What to work on:
Nothing but the lines from the one containing "function fillPath(path, color)" through the one containing "function trace(path, color, width, dash)", both included, should be given again, each exactly as written below.

[[ Available records, beginning ]]

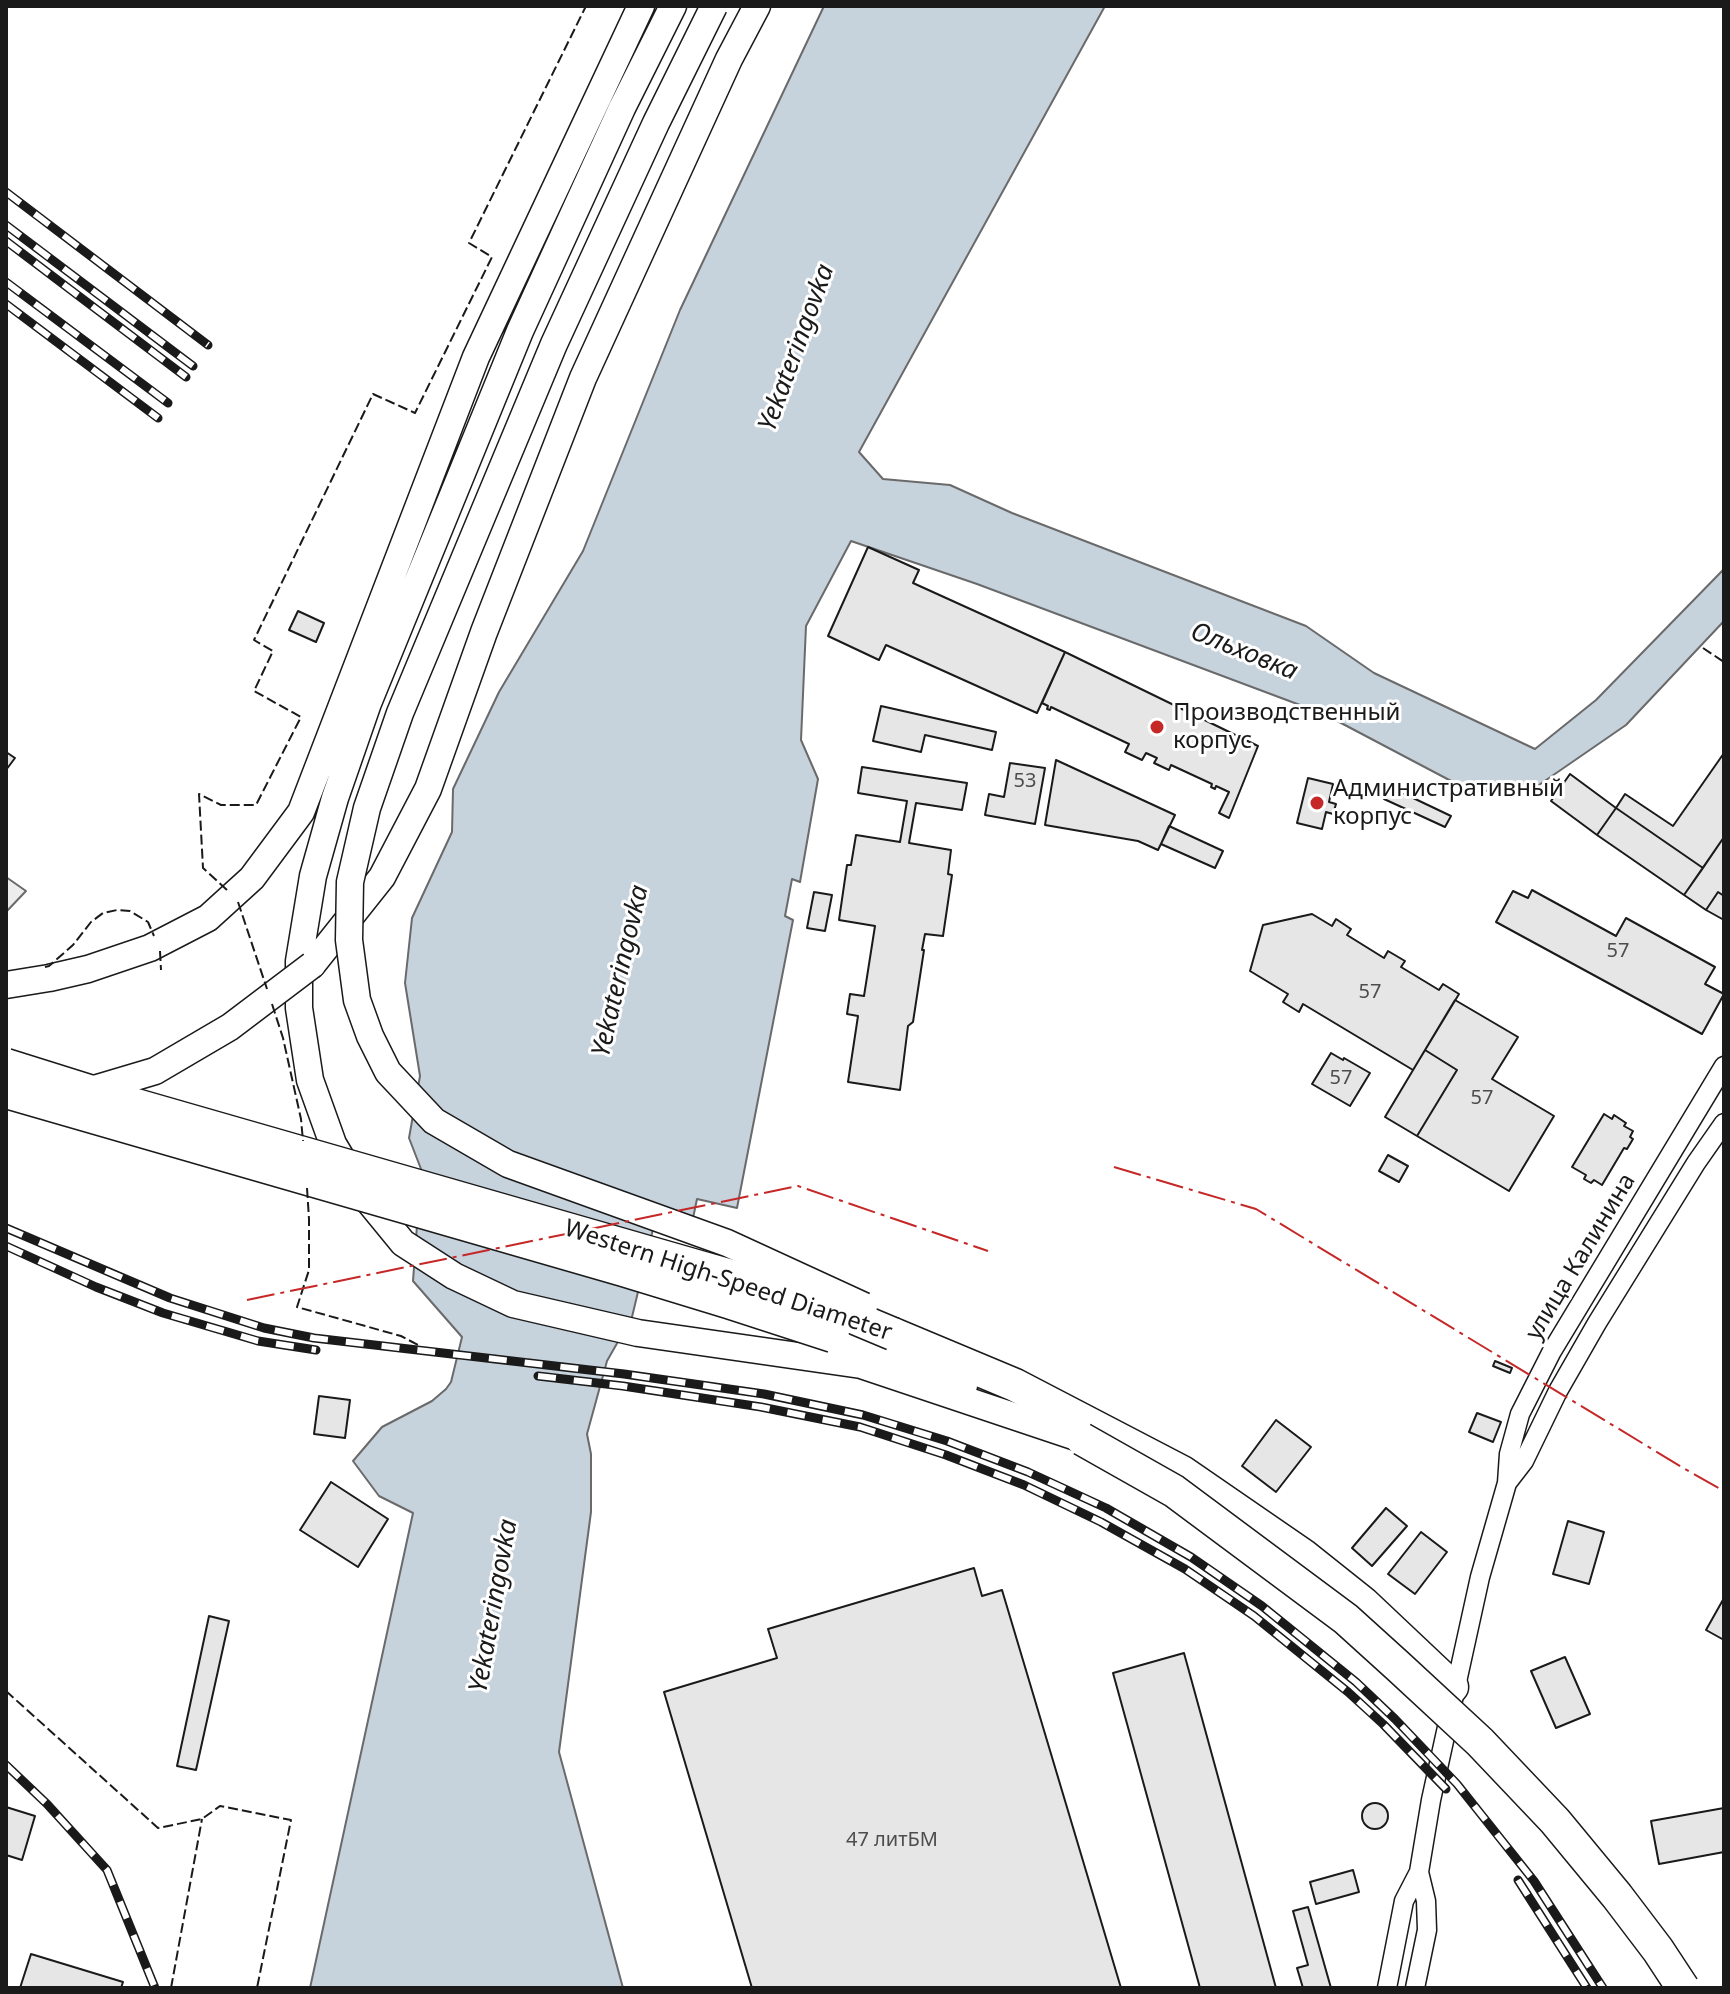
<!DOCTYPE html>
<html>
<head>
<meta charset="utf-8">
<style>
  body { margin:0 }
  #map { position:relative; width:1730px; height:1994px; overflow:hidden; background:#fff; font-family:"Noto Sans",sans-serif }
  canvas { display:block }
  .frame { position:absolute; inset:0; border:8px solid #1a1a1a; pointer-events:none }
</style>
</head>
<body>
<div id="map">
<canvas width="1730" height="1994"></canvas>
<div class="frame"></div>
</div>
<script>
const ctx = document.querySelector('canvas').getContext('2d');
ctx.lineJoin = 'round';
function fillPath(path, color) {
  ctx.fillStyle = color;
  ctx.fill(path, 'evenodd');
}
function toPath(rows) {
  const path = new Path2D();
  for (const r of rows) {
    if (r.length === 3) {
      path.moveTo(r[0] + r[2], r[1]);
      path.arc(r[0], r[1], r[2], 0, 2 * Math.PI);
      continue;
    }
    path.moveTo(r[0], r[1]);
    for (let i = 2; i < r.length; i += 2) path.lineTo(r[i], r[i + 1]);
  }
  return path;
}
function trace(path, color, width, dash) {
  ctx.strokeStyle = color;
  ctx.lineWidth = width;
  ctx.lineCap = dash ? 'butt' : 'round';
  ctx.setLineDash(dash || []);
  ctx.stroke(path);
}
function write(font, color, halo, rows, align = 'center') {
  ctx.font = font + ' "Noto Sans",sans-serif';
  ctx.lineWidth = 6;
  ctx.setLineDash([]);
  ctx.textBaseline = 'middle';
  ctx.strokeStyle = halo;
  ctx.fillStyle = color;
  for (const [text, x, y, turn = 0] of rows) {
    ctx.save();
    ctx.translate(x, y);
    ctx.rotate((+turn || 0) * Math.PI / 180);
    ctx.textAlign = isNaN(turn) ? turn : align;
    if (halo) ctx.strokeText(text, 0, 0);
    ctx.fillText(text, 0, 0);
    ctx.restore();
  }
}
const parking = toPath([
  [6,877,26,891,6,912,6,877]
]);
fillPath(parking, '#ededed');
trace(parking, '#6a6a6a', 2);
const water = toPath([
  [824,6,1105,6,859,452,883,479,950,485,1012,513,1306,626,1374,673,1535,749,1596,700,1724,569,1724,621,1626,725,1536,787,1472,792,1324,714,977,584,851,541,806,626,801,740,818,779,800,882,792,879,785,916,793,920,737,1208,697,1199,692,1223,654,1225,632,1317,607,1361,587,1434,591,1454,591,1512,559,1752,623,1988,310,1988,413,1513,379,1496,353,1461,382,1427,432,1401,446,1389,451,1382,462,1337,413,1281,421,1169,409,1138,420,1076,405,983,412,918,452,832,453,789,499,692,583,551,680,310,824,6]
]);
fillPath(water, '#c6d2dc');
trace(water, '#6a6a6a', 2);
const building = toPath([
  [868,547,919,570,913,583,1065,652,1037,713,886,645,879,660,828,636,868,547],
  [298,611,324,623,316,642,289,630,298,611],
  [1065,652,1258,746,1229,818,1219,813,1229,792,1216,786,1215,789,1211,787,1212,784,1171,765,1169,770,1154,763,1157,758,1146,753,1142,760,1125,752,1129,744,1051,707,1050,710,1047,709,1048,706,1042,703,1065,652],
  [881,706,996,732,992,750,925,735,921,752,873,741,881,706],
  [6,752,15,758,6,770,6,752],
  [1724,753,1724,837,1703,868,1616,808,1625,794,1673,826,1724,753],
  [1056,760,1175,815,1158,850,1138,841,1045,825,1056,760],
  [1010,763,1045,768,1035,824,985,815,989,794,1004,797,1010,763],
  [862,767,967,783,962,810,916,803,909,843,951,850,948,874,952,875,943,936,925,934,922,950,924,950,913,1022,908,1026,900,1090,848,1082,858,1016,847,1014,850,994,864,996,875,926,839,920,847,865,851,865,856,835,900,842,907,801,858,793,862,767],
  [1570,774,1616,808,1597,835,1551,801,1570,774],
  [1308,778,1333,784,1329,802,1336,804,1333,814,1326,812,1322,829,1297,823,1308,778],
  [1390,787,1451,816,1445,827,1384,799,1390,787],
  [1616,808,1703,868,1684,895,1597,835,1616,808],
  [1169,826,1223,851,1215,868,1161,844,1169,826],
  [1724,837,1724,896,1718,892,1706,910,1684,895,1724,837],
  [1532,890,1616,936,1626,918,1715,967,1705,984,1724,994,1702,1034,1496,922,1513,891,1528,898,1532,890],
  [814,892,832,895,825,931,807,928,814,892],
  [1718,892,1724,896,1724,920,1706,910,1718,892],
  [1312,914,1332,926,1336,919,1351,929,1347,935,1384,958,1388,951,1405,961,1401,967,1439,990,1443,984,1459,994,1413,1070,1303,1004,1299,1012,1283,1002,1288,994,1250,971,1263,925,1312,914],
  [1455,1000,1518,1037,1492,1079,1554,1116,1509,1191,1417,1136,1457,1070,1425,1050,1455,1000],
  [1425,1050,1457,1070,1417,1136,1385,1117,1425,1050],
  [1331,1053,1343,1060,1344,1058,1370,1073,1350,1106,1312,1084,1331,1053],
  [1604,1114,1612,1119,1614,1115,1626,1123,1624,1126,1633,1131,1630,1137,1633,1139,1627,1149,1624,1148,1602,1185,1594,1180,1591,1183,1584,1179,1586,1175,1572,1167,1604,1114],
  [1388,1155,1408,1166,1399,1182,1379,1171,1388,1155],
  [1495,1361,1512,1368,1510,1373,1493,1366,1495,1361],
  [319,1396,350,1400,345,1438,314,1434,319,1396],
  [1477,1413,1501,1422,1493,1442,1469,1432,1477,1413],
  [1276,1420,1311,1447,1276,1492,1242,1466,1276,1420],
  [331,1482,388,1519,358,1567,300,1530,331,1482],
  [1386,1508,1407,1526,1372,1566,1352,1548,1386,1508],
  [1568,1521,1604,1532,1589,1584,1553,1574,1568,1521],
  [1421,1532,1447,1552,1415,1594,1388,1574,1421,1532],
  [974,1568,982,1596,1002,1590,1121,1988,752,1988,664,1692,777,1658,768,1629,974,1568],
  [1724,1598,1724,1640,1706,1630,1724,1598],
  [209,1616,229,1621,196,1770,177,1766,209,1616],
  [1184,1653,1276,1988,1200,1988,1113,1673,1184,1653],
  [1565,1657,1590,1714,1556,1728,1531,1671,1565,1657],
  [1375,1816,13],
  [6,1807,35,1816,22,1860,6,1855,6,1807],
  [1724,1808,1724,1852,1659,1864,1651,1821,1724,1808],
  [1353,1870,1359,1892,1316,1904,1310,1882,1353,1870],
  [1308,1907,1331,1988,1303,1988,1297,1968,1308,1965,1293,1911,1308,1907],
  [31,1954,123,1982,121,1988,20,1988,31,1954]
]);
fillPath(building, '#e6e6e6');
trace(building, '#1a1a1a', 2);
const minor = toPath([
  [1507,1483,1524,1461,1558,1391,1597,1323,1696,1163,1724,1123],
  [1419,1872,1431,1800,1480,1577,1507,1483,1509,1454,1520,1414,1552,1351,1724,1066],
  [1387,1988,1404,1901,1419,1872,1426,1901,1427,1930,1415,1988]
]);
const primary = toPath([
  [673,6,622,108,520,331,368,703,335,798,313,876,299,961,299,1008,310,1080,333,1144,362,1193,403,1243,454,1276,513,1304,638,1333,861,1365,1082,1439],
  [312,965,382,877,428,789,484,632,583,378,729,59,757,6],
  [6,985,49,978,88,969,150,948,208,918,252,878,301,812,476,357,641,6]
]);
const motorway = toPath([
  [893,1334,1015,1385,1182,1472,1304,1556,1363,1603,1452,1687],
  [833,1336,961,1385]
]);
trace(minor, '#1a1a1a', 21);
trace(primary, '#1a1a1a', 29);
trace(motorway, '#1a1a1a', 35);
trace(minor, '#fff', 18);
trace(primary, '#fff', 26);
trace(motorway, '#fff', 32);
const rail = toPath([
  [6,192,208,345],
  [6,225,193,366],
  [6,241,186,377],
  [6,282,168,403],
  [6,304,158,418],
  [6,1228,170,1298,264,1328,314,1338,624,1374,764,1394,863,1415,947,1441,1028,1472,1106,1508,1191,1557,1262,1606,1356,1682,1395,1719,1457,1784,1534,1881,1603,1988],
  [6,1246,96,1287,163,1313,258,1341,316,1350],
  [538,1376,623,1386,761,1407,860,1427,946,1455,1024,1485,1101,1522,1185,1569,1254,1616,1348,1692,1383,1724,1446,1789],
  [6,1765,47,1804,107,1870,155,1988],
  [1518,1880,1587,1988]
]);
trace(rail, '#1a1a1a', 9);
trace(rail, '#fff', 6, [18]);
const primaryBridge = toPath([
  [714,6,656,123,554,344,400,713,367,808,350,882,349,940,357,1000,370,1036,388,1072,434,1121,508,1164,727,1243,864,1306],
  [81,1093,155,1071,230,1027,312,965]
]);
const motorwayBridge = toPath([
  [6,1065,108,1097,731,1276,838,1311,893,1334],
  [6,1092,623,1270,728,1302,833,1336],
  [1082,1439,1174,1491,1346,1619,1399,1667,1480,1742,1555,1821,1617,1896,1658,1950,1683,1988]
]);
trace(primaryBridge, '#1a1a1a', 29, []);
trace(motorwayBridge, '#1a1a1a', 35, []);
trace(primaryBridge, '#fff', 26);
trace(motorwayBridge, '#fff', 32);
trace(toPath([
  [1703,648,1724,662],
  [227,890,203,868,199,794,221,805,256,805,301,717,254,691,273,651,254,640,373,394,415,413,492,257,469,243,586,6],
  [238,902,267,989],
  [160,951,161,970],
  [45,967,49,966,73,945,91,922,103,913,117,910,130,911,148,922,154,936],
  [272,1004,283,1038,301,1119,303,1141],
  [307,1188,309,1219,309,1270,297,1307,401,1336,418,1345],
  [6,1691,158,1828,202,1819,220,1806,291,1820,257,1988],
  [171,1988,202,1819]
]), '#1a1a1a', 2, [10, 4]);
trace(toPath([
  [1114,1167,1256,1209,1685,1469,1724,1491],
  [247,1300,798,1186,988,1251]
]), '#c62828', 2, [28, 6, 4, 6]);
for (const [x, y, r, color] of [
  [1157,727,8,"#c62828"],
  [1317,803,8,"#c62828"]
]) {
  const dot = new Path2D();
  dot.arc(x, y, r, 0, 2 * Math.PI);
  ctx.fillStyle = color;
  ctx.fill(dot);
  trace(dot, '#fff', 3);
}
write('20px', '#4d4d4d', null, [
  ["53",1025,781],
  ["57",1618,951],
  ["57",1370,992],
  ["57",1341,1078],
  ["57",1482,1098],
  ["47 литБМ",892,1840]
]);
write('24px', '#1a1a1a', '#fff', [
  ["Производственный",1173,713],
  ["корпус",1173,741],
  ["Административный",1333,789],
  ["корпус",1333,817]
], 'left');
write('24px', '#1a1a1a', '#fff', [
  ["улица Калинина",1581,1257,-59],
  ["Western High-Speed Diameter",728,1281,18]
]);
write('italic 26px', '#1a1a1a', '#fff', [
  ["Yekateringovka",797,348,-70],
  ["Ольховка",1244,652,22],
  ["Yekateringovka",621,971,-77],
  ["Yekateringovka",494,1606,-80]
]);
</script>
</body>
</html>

[[ Available records, end ]]

Exercise response:
function fillPath(path, color) {
  ctx.fillStyle = color;
  ctx.fill(path, 'evenodd');
}
function toPath(rows) {
  const path = new Path2D();
  for (const r of rows) {
    if (r.length === 3) {
      path.moveTo(r[0] + r[2], r[1]);
      path.arc(r[0], r[1], r[2], 0, 2 * Math.PI);
      continue;
    }
    path.moveTo(r[0], r[1]);
    for (let i = 2; i < r.length; i += 2) path.lineTo(r[i], r[i + 1]);
  }
  return path;
}
function trace(path, color, width, dash) {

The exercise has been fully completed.